You can configure a Java application as follows:
Properties properties = new Properties();
properties.put(CommonClientConfigs.BOOTSTRAP_SERVERS_CONFIG, "<bootstrap-address>");
properties.put(CommonClientConfigs.SECURITY_PROTOCOL_CONFIG, "SASL_SSL");
properties.put(SslConfigs.SSL_PROTOCOL_CONFIG, "TLSv1.2");
properties.put(SslConfigs.SSL_TRUSTSTORE_LOCATION_CONFIG, "<certs.p12-file-location>");
properties.put(SslConfigs.SSL_TRUSTSTORE_PASSWORD_CONFIG, "<truststore-password>");
properties.put(SaslConfigs.SASL_MECHANISM, "SCRAM-SHA-512");
properties.put(SaslConfigs.SASL_JAAS_CONFIG, "org.apache.kafka.common.security.scram.ScramLoginModule required "
+ "username=\"<scram-username>\" password=\"<scram-password>\";");
Property Placeholder | Description |
---|---|
<bootstrap-address> |
Bootstrap servers address |
<certs.p12-file-location> |
Path to your truststore certificate. This must be a fully qualified path. As this is a Java application, the PKCS12 certificate is used. |
<truststore-password> |
Truststore password. |
<scram-username> |
SCRAM username. |
<scram-password> |
SCRAM password. |
Configuring your Mutual TLS client
Add the truststore and keystore certificate details to your Kafka client application to set up a secure connection from your application to your Event Streams instance.

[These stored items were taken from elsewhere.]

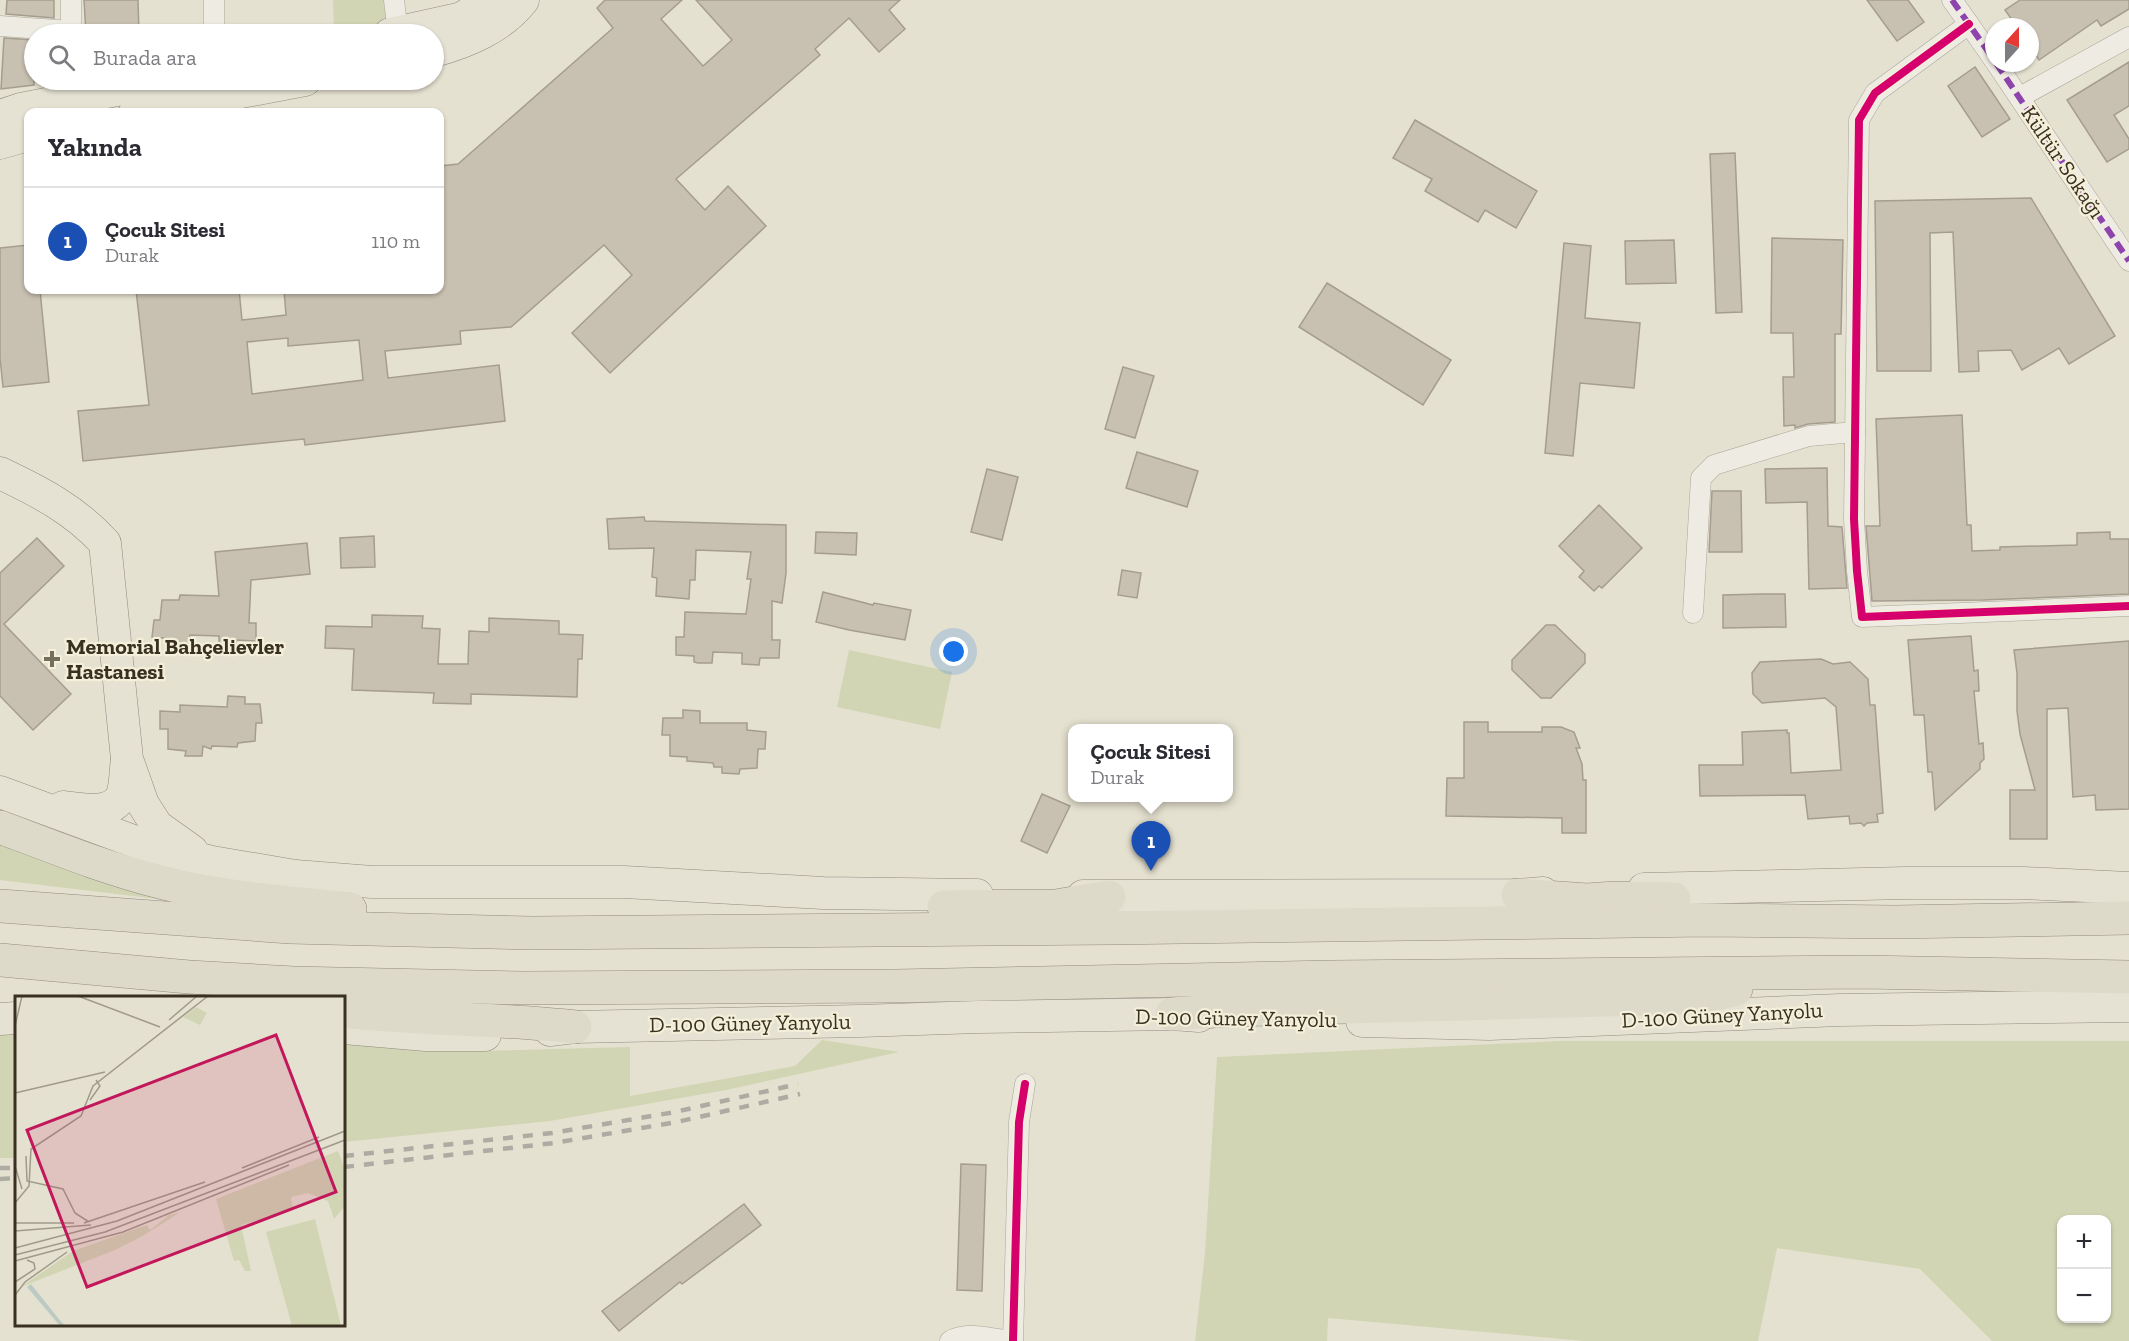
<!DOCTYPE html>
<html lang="tr">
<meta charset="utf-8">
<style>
:root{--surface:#fff;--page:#f7f7f7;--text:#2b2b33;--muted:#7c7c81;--line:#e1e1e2;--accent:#111827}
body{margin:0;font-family:"Zilla Slab",serif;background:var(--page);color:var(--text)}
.controls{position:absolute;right:18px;bottom:18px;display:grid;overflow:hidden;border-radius:12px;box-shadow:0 2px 4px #0004}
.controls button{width:54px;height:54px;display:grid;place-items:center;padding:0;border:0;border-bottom:2px solid var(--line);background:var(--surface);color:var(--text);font:30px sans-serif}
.compass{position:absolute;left:1985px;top:18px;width:54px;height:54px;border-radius:50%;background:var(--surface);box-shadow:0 2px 4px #0004;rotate:21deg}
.you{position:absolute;left:954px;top:652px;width:21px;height:21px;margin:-15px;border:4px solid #fff;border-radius:50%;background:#1a73e8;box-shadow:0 0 0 9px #1a73e833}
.badge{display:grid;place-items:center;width:39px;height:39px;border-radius:50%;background:var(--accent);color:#fff;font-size:20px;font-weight:700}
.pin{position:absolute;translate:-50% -50px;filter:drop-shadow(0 2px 3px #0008)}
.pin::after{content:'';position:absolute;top:32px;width:21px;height:18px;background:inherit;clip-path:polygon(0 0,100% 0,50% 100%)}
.popup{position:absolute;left:1068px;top:724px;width:165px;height:78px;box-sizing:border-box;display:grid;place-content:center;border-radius:12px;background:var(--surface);filter:drop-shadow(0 2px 4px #0005);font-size:20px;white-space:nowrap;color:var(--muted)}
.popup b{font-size:22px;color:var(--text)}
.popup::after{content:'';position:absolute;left:50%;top:100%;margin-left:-12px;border:12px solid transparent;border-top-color:var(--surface)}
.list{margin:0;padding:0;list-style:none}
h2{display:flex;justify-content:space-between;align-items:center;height:78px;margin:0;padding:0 24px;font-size:26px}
h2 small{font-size:20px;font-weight:400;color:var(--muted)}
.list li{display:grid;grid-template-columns:39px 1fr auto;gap:18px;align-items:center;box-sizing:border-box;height:108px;padding:0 24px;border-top:2px solid var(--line)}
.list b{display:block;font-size:22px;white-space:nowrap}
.list p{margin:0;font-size:20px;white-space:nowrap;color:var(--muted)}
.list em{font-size:20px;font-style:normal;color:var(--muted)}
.icon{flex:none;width:33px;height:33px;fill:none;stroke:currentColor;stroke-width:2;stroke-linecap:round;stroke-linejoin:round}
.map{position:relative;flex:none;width:2129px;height:1341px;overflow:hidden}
.search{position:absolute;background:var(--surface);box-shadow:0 2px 4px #0004;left:24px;top:24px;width:420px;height:66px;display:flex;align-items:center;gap:15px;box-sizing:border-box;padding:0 21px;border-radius:33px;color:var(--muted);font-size:22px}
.panel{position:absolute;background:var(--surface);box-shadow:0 2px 4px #0004;left:24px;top:108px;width:420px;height:186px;border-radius:12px}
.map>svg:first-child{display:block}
.green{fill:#d1d5b3;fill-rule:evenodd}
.building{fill:#c8c0b1;stroke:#a59d8f;stroke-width:1.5;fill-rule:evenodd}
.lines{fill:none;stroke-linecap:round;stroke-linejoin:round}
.minor-casing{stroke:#aaa699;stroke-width:21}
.primary-casing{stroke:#908b80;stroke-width:33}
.trunk-casing{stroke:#908b80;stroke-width:34}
.minor{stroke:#eeebe2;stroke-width:20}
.primary{stroke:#e5e2d3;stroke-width:32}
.trunk{stroke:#dedaca;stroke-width:33}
.rail{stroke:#adaba2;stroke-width:4.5;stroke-dasharray:10 10;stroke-linecap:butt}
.quiet{stroke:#8e44ad;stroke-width:6;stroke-dasharray:12 6;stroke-linecap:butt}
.cycleway-casing{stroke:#f4efd8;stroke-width:11}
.cycleway{stroke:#d6006c;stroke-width:8}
.poi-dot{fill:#756e5e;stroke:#f4efd8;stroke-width:2}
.labels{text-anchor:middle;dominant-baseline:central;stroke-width:4.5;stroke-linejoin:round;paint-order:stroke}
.street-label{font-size:22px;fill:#393021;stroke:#f4efd8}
.poi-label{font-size:22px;font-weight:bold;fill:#393021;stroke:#f4efd8;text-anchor:start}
.inset-road{fill:none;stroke:#a09a8a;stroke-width:1.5}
.view{fill:#c2185b;fill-opacity:0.15;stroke:#c2185b;stroke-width:3}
.inset-edge{fill:none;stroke:#393021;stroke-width:3}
</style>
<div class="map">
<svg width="2129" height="1341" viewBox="0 0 2129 1341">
<rect width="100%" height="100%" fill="#e5e1d0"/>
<g class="green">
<polygon points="333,0 387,0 390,30 334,34"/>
<polygon points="849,650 952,672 940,729 837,707"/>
<polygon points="0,841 166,900 0,880"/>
<polygon points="16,1031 16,1158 0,1158 0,1032"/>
<polygon points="822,1040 899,1052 726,1090 550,1121 344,1142 344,1043 478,1051 630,1047 630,1096 795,1066"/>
<path d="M1559,1041H2129V1341H1992L1920,1269L1777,1248L1758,1341H1584L1328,1318L1327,1341H1195L1205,1253L1217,1057ZM2062,1220H2106V1318H2062Z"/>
</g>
<g class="building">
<polygon points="7,0 54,0 54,18 6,14"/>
<polygon points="84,0 138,0 139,34 86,34"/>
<path d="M605,0H682L661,19L703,66L732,40L696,0H900L889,10L905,29L879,52L849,18L815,49L820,55L676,179L705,210L728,186L766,226L610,373L572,333L632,275L604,245L511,327L460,331L461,344L385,351L388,378L499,365L505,421L305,445L304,439L83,461L78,411L149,405L136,290H239L242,320L286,315L284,290H440V166L458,164L613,28L597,8ZM288,338V346L359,340L363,380L252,394L247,342Z"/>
<polygon points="1867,0 1908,0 1924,22 1897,41"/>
<polygon points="2020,0 2129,0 2129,9 2101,26 2097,20 2039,60 2030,46 2030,27 2017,27 2005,10"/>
<polygon points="4,38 34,40 34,85 1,89"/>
<polygon points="2129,62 2129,106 2114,115 2129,139 2129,149 2107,162 2067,100"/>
<polygon points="1975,67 2010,119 1982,137 1948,86"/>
<polygon points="1415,120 1537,191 1516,228 1485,210 1478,222 1425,191 1432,179 1393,158"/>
<polygon points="1735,153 1742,312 1716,313 1710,154"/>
<polygon points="2031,198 2115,336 2069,364 2059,348 2022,370 2011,350 1978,351 1979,371 1959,372 1953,232 1930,233 1931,371 1877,371 1875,201"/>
<polygon points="1772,238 1843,240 1841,334 1835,334 1835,422 1808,424 1795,428 1795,425 1784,426 1783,377 1794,377 1793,333 1771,333"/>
<polygon points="1674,240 1676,283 1626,284 1625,241"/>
<polygon points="1564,243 1591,246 1585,318 1640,323 1634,388 1580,383 1573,456 1545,453"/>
<polygon points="28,245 28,290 40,290 49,382 3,387 0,358 0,248"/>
<polygon points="1327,283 1451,360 1423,405 1299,327"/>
<polygon points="1123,367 1154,376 1135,438 1105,429"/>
<polygon points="1962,415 1967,525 1971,525 1972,551 2000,550 2000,547 2077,545 2077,533 2110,532 2110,539 2129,539 2129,594 1983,600 1872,601 1866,526 1880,526 1876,419"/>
<polygon points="1137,452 1198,471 1187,507 1126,488"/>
<polygon points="1827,468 1828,526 1842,527 1847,588 1809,589 1807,502 1766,503 1765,469"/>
<polygon points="987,469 1018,477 1002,540 971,532"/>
<polygon points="1712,491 1741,491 1742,552 1709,552"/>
<polygon points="1599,505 1642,548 1602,588 1599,586 1594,591 1579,577 1584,571 1559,546"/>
<polygon points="644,517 645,521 786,525 786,573 782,603 772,601 772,640 780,640 779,658 760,658 759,665 742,664 742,653 713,652 712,663 698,663 694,662 694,656 676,655 676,637 684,637 685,612 746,614 751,579 747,579 751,552 696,550 695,580 690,580 689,599 656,596 657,578 652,577 654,548 609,549 607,519"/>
<polygon points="816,532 857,533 856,555 815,553"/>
<polygon points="374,536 375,567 341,568 340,538"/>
<polygon points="37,538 64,566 4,624 71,694 33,730 0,696 0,573"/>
<polygon points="307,543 310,574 251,580 249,623 256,623 256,641 236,640 236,648 219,648 219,636 190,635 189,646 173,646 172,639 152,637 154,620 160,620 162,600 179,600 180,595 219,596 215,552"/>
<polygon points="1122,570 1141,573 1137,598 1118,595"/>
<polygon points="823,592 873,605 874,603 911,610 905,640 849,630 816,622"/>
<polygon points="1761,594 1785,594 1786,627 1723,628 1723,595"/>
<polygon points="372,615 423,616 422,628 440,629 438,664 468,664 469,631 489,632 489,618 559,621 559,634 583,635 582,659 578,659 577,697 471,694 471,704 433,703 434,693 352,690 354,649 325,648 326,626 372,627"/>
<polygon points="1546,625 1555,625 1585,654 1585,663 1551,698 1541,698 1512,670 1512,660"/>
<polygon points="1971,636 1974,671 1978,670 1979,691 1974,691 1979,744 1983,743 1984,759 1980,763 1980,769 1935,810 1932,772 1928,772 1924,715 1914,715 1908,640"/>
<polygon points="2129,641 2129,809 2096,810 2095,795 2073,797 2068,708 2047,709 2047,839 2010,839 2010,790 2035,790 2020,734 2017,711 2017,673 2014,650"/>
<polygon points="1821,659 1833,664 1850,662 1868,679 1870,705 1875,705 1883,813 1877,814 1878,822 1867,823 1864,826 1861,823 1850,824 1849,816 1808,819 1805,795 1700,796 1699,765 1743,765 1742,732 1787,730 1787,733 1789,733 1791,773 1841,770 1836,707 1825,698 1762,703 1753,694 1752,673 1760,662"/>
<polygon points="228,696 245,697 245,704 260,704 262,723 256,723 255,741 238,743 237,747 212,746 211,749 203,746 202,756 185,756 186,751 168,749 168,729 160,729 160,711 180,712 180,705 227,707"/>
<polygon points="683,710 700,711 700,723 747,723 747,730 766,732 765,749 758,749 757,768 740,769 739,774 722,773 722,767 714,767 713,763 687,761 687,757 670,756 670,735 662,735 663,718 683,718"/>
<polygon points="1464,722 1488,722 1488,732 1542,732 1542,727 1561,727 1574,732 1580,748 1576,748 1582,764 1583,780 1586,780 1586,833 1562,833 1562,818 1446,816 1447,778 1464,778"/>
<polygon points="1042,794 1070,806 1047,853 1021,841"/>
<polygon points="961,1164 986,1165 982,1291 957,1290"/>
<polygon points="744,1204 761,1225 682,1284 680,1282 619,1331 602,1311"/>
</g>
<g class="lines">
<defs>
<g id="minor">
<polyline points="214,0 214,34"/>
<polyline points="394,0 398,33"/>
<polyline points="1952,0 1994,60"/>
<polyline points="1969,24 1875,93 1859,120 1854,519 1857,571 1862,617 2129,606"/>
<polyline points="0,26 71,31"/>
<polyline points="71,34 71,0"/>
<polyline points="1996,63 2129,261"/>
<polyline points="73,80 89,97"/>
<polyline points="2020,97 2129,37"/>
<polyline points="1693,613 1701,478 1714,465 1809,436 1855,432"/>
<path d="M950,1341C966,1331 992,1338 1009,1341"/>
<polyline points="1013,1341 1019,1122 1025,1084"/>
</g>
<g id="primary">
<polyline points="390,34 462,18 490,0"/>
<path d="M434,51C467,42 501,28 523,0"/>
<polyline points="135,112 305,80"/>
<polyline points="0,116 21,109 167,80"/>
<polyline points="0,143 28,135"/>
<path d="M0,473C40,492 75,510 105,543L127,759L143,804L157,826L192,851"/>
<polyline points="0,792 144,845 212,862 295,876 372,882 624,882 823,893 977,895"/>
<path d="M63,807C81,809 110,816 121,797C126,788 125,770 127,760"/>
<polyline points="1644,889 1906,883 2024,883 2129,888"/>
<polyline points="1083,896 1518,895 1543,893"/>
<polyline points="0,1019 16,1018"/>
<polyline points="1362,1021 1490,1024 1840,1010 2129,1006"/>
<polyline points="344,1028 426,1035 485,1035"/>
<polyline points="550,1030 575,1027 860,1021 978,1017 1172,1014 1199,1016"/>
</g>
<g id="trunk">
<path d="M0,827C53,847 105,868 160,882C220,898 288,902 350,909"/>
<polyline points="1518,895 1587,900 1615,898 1674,899"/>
<polyline points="0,906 290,927 533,933 1109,928 1707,920 1895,922 2129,918"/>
<polyline points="944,907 1056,906 1109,897"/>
<polyline points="0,960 189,977 293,983 522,988 896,986 1332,977 1864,972 2129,977"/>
<path d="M344,1011C420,1020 498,1018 575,1027"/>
<polyline points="1172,1014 1230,1010 1683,998 1712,995 1736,989"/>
</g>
</defs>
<use href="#minor" class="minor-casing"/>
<use href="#primary" class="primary-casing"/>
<use href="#trunk" class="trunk-casing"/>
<use href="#minor" class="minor"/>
<use href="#primary" class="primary"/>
<use href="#trunk" class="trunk"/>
<g class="rail">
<polyline points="344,1156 552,1133 675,1112 798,1084"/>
<polyline points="344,1167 554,1143 677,1122 800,1094"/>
<polyline points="0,1168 16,1168"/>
<polyline points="0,1179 16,1178"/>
</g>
<g class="quiet">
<polyline points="1952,0 1994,60"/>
<polyline points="1996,63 2129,261"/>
</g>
<defs>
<g id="cycleway">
<polyline points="1969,24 1875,93 1859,120 1854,519 1857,571 1862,617 2129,606"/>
<polyline points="1013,1341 1019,1122 1025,1084"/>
</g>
</defs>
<use href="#cycleway" class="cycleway-casing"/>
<use href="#cycleway" class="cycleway"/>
</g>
<path class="poi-dot" d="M49 650h6v6h6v6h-6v6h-6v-6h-6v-6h6z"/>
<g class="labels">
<g class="street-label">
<text transform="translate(2063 162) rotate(56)">Kültür Sokağı</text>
<text transform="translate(1722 1015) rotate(-3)">D-100 Güney Yanyolu</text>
<text transform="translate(1236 1018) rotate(1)">D-100 Güney Yanyolu</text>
<text transform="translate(750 1023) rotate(-1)">D-100 Güney Yanyolu</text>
</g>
<g class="poi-label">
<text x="66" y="646">Memorial Bahçelievler<tspan x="66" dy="25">Hastanesi</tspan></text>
</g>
</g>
<g transform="translate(15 996)">
<rect width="330" height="330" fill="#e5e1d0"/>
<path d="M181,11L192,17L185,29L168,21ZM323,155L330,174V210L319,223L313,205L293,197L276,201L278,214L226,229L236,275H230L224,264L219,265L201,203ZM164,217L126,241L100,254L6,291L58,255L132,229L135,234L154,219ZM300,223L326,330H277L251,236Z" fill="#d1d5b3"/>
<path d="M16,288L43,322L50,330H45L12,291Z" fill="#bbcbc3"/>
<path class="inset-road" d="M63,0L145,31M154,24L182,0M0,30L7,0M0,97L90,76M75,104L85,90L81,84M11,160L12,185L48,193L60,217L74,226M0,170L7,193M227,172L304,141M0,207L14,190L16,153L66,120L78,90L193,0M0,227H59M69,227L190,186M0,235L76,229M0,252L102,225L330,135M0,259L90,236L330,144M0,265L108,236L274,169M0,286L20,273L19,267L12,264M0,299L10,286L52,256"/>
<path class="view" d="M261,39L321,196L72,291L12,134Z"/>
<rect width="330" height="330" class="inset-edge"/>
</g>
</svg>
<div class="controls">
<button>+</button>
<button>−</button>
</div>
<svg class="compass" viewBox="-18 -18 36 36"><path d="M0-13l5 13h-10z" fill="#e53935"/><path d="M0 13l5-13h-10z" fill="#7c7c81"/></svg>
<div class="you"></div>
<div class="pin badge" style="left:1151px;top:871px;background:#1a4fb4">1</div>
<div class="popup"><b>Çocuk Sitesi</b>Durak</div>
<div class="search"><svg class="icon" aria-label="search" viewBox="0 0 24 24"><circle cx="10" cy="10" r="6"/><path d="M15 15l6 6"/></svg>Burada ara</div>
<section class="panel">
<h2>Yakında<small></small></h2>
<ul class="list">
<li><span class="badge" style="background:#1a4fb4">1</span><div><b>Çocuk Sitesi</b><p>Durak</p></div><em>110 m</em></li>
</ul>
</section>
</div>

You can configure a Java application as follows:
Properties properties = new Properties();
properties.put(CommonClientConfigs.BOOTSTRAP_SERVERS_CONFIG, "<bootstrap-address>");
properties.put(CommonClientConfigs.SECURITY_PROTOCOL_CONFIG, "SSL");
properties.put(SslConfigs.SSL_PROTOCOL_CONFIG, "TLSv1.2");
properties.put(SslConfigs.SSL_TRUSTSTORE_LOCATION_CONFIG, "<certs.p12-file-location>");
properties.put(SslConfigs.SSL_TRUSTSTORE_PASSWORD_CONFIG, "<truststore-password>");
properties.put(SslConfigs.SSL_KEYSTORE_LOCATION_CONFIG, "<user.p12-file-location>");
properties.put(SslConfigs.SSL_KEYSTORE_PASSWORD_CONFIG, "<user.p12-password>");
Property Placeholder | Description |
---|---|
<bootstrap-address> |
Bootstrap servers address. |
<certs.p12-file-location> |
Path to your truststore certificate. This must be a fully qualified path. As this is a Java application, the PKCS12 certificate is used. |
<truststore-password> |
Truststore password. |
<user.p12-file-location> |
Path to user.p12 keystore file from credentials zip archive. |
<user.p12-password> |
The user.p12 keystore password found in the user.password file in the credentials zip archive. |
Obtaining Java code samples from the Event Streams UI
For a Java application, you can copy the connection code snippet from the Event Streams UI by doing the following:
- Log in to the Event Streams UI from a supported web browser (see how to determine the login URL for your Event Streams UI).
- Click the Connect to this cluster tile.
- Click the Sample code tab.
- Copy the snippet from the Sample connection code section into your Java Kafka client application. Uncomment the relevant sections and replace the property placeholders with the values from the relevant table for SCRAM or Mutual TLS.